Team can't afford to lose Redd
To keep their best player, the Bucks will have to overpay.
MILWAUKEE JOURNAL SENTINEL
MILWAUKEE -- If the Milwaukee Bucks spend somewhere between $80 million and $90 million over the next six years on Michael Redd, they will have overpaid. But what else can they do?
Redd is a tremendous shooter, an all-star talent, but he is not a maximum-contract player, among the best of the best in the NBA, the kind of player you would choose to build a from-scratch team around. He is the ideal complement to an elite player, which is why he would be a perfect fit alongside LeBron James in Cleveland.
But the Bucks cannot allow that because it would be a public-relations nightmare the franchise could afford less than overspending on its best player. The Bucks chose not to move Redd at the trading deadline, thus risking losing him without compensation, because they were that confident he would re-sign.
So that's the price -- roughly $15 million a season or a fivefold boost in salary for Redd -- a small-market team with arena issues must pay as a show of good faith that it remains committed to competitiveness.
Bargaining table
As allowed by the collective-bargaining agreement, the Bucks must eclipse Cleveland's offer by an extra season to remove any doubt to a skeptical fan base that they still want to win. And then if Redd decides to leave $20 million or so on the table to accept the Cavs' offer to come home and join James, no one could say the Bucks did not do all in their power to prevent such an embarrassing occurrence. If Redd wants to go to Cleveland so badly that he would accept substantially less money to be LeBron's sidekick instead of the man in Milwaukee, then you could only accuse the Bucks of incredibly poor judgment at the trading deadline.

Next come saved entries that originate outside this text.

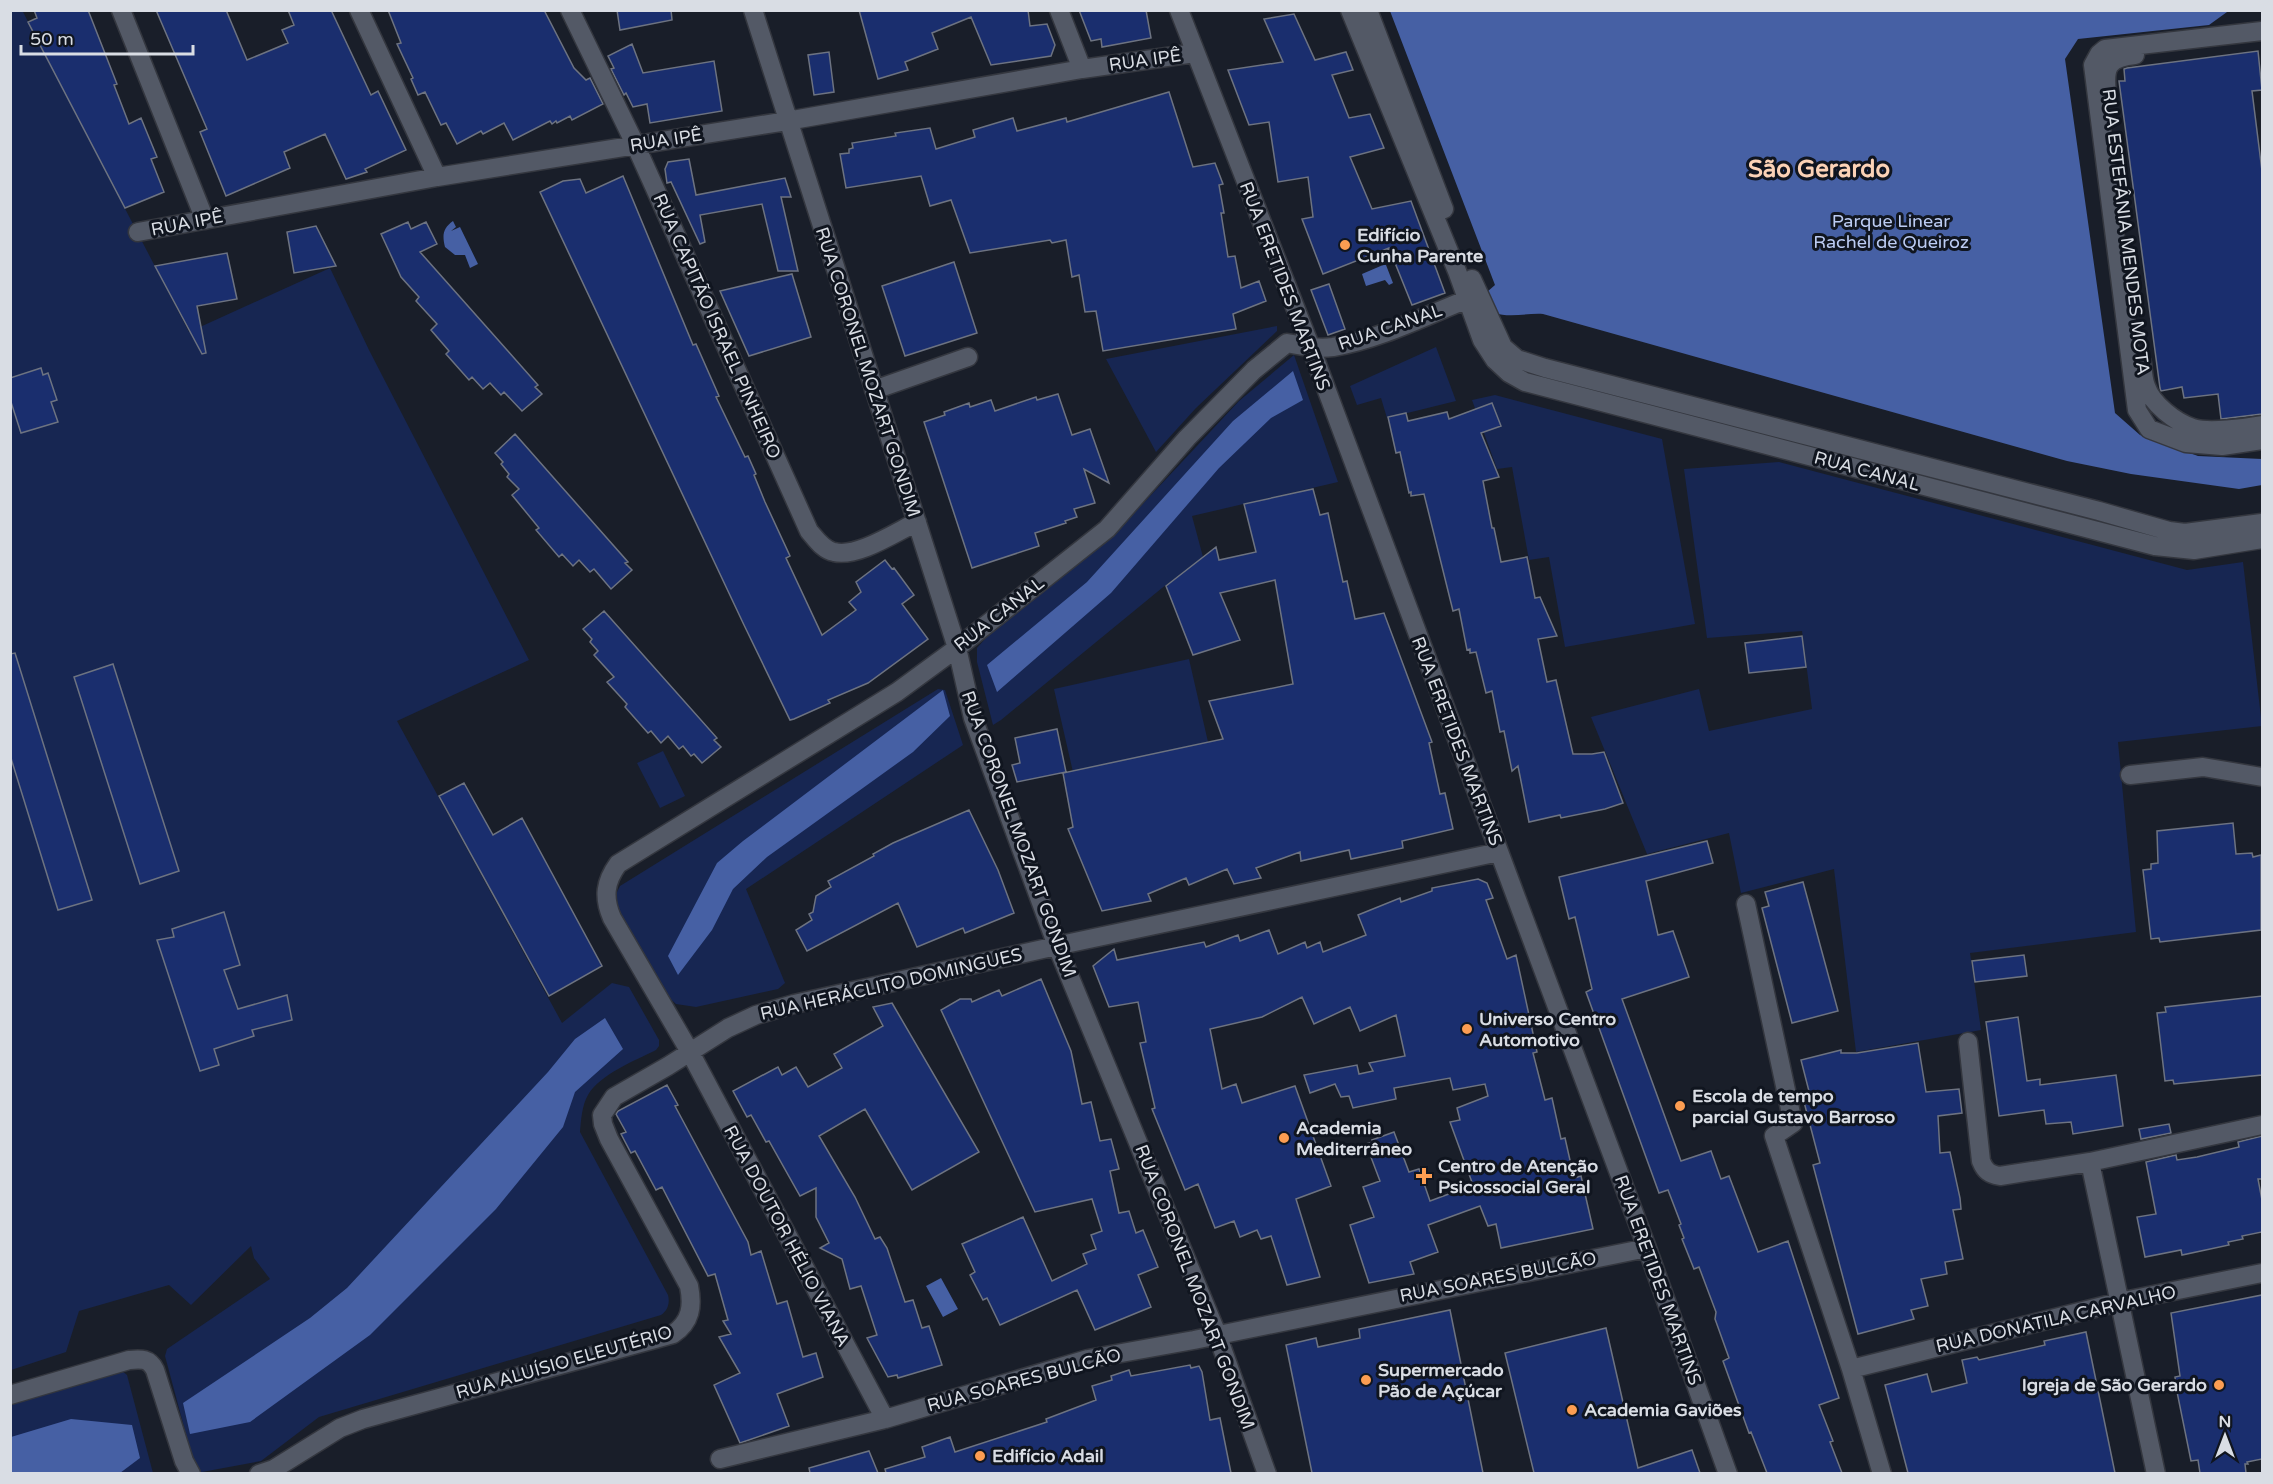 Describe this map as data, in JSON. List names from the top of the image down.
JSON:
{
  "streets": {
    "street": [
      "RUA IPÊ",
      "RUA ESTEFÂNIA MENDES MOTA",
      "RUA ERETIDES MARTINS",
      "RUA CAPITÃO ISRAEL PINHEIRO",
      "RUA CANAL",
      "RUA CORONEL MOZART GONDIM",
      "RUA HERÁCLITO DOMINGUES",
      "RUA DOUTOR HÉLIO VIANA",
      "RUA SOARES BULCÃO",
      "RUA DONATILA CARVALHO",
      "RUA ALUÍSIO ELEUTÉRIO"
    ]
  },
  "crossings": [
    ["RUA IPÊ", "RUA ERETIDES MARTINS"],
    ["RUA IPÊ", "RUA CAPITÃO ISRAEL PINHEIRO"],
    ["RUA IPÊ", "RUA CORONEL MOZART GONDIM"],
    ["RUA ERETIDES MARTINS", "RUA CANAL"],
    ["RUA ERETIDES MARTINS", "RUA HERÁCLITO DOMINGUES"],
    ["RUA ERETIDES MARTINS", "RUA SOARES BULCÃO"],
    ["RUA CAPITÃO ISRAEL PINHEIRO", "RUA CORONEL MOZART GONDIM"],
    ["RUA CANAL", "RUA CORONEL MOZART GONDIM"],
    ["RUA CANAL", "RUA HERÁCLITO DOMINGUES"],
    ["RUA CANAL", "RUA DOUTOR HÉLIO VIANA"],
    ["RUA CANAL", "RUA ALUÍSIO ELEUTÉRIO"],
    ["RUA CORONEL MOZART GONDIM", "RUA HERÁCLITO DOMINGUES"],
    ["RUA CORONEL MOZART GONDIM", "RUA SOARES BULCÃO"],
    ["RUA HERÁCLITO DOMINGUES", "RUA DOUTOR HÉLIO VIANA"],
    ["RUA HERÁCLITO DOMINGUES", "RUA ALUÍSIO ELEUTÉRIO"],
    ["RUA DOUTOR HÉLIO VIANA", "RUA SOARES BULCÃO"],
    ["RUA DOUTOR HÉLIO VIANA", "RUA ALUÍSIO ELEUTÉRIO"]
  ],
  "districts": ["São Gerardo"],
  "parks": ["Parque Linear Rachel de Queiroz"],
  "places": {
    "other": [
      "Edifício Cunha Parente",
      "Universo Centro Automotivo",
      "Escola de tempo parcial Gustavo Barroso",
      "Academia Mediterrâneo",
      "Supermercado Pão de Açúcar",
      "Igreja de São Gerardo",
      "Academia Gaviões",
      "Edifício Adail"
    ],
    "health": ["Centro de Atenção Psicossocial Geral"]
  },
  "scale_bar": "50 m",
  "north": "top"
}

But if all reports are accurate, that the Bucks have presented a maximum offer, there is no reason to believe that he would not return.
In return for being overpaid, Redd must condition himself to become more of a take-charge leader, even if it is not in his nature. He will have to be even more aggressive and adopt a ruthless edge for scoring; such will be the burden of the $15 million man.
In what amounted to a sacrificing of last season to clear salary space, the Bucks put themselves in a position to afford Redd and good players around him for the foreseeable future. Who knows what the long-term view portends, but for right here, right now, the Bucks have no choice but to overbid for the incredibly well-positioned Redd. The market is demanding it.